> _EXERCISE OBJECTIVE_
In the data below, find each line that contains the word "Emilii" and copy it.

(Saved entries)

....

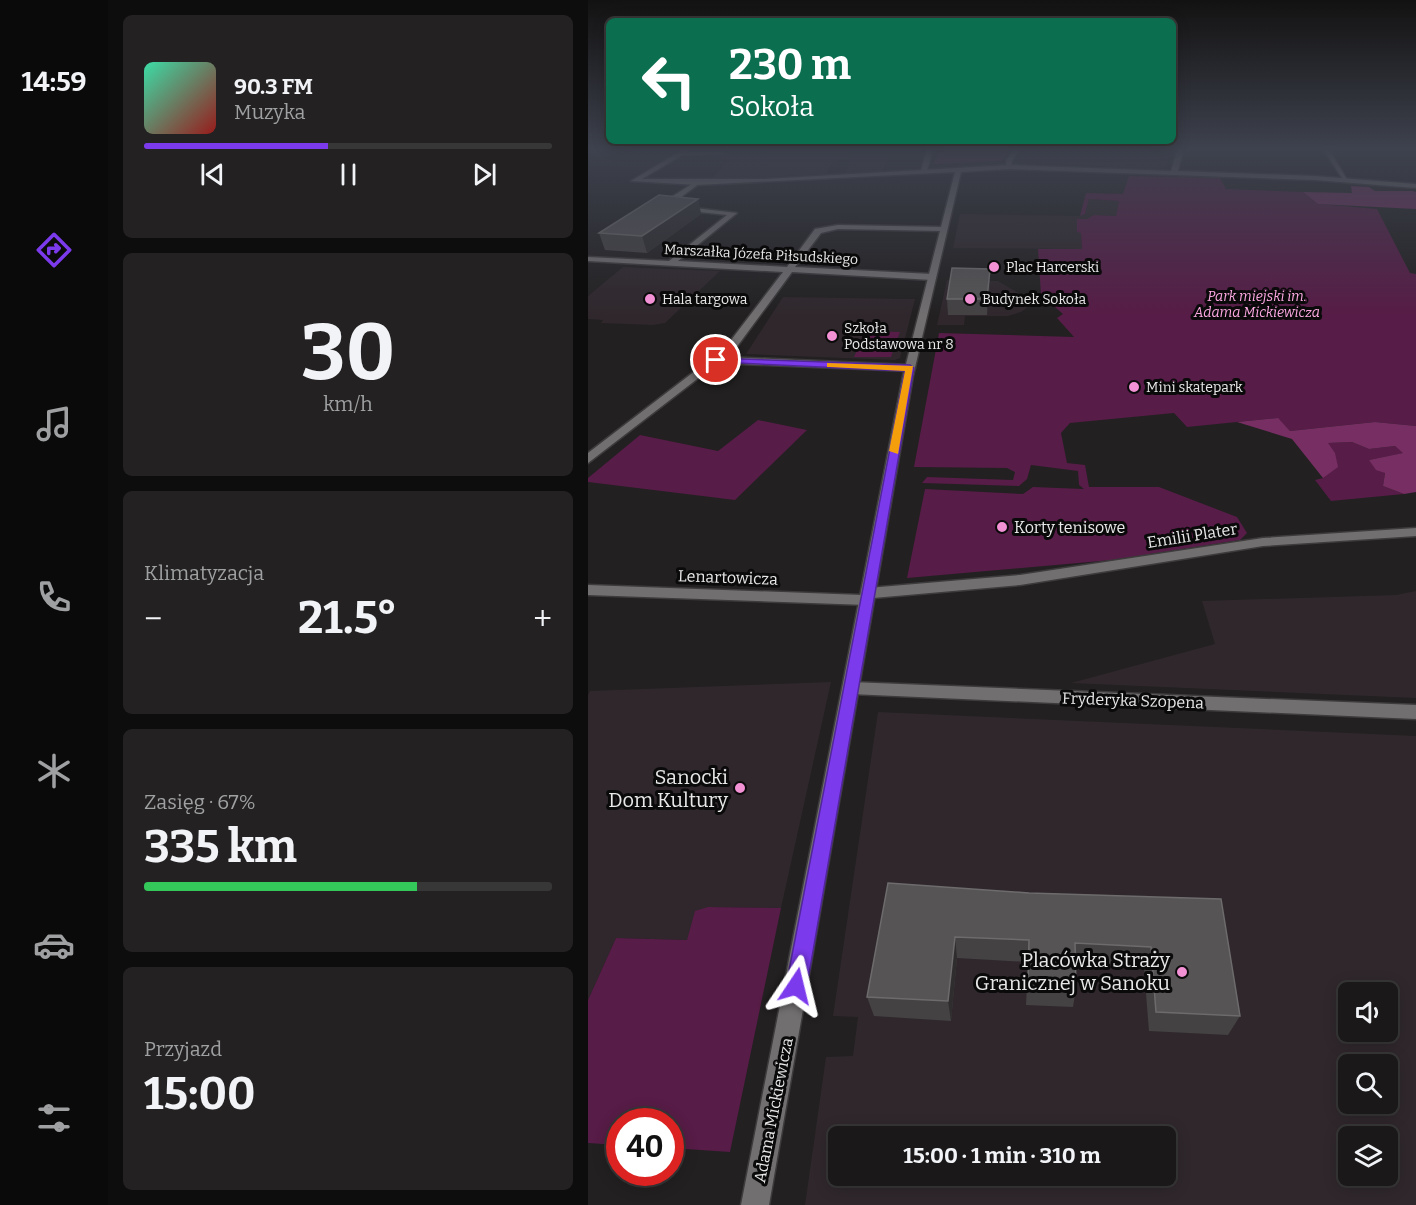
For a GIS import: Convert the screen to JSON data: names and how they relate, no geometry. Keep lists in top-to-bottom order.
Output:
{
  "streets": {
    "street": [
      "Marszałka Józefa Piłsudskiego",
      "Emilii Plater",
      "Lenartowicza",
      "Fryderyka Szopena",
      "Adama Mickiewicza"
    ]
  },
  "crossings": [
    ["Marszałka Józefa Piłsudskiego", "Adama Mickiewicza"],
    ["Emilii Plater", "Lenartowicza"],
    ["Emilii Plater", "Adama Mickiewicza"],
    ["Lenartowicza", "Adama Mickiewicza"],
    ["Fryderyka Szopena", "Adama Mickiewicza"]
  ],
  "parks": ["Park miejski im. Adama Mickiewicza"],
  "places": [
    "Plac Harcerski",
    "Hala targowa",
    "Budynek Sokoła",
    "Szkoła Podstawowa nr 8",
    "Mini skatepark",
    "Korty tenisowe",
    "Sanocki Dom Kultury",
    "Placówka Straży Granicznej w Sanoku"
  ],
  "page": {
    "tabs": "14:59",
    "turn": ["230 m", "Sokoła"],
    "song": ["90.3 FM", "Muzyka"],
    "tile": [
      ["30", "km/h"],
      "Klimatyzacja",
      ["Zasięg · 67%", "335 km"],
      ["Przyjazd", "15:00"]
    ],
    "heat": ["−", "21.5°", "+"],
    "limit": "40",
    "trip": "15:00 · 1 min · 310 m"
  }
}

....

> _SOLUTION BELOW_
      "Emilii Plater",
    ["Emilii Plater", "Lenartowicza"],
    ["Emilii Plater", "Adama Mickiewicza"],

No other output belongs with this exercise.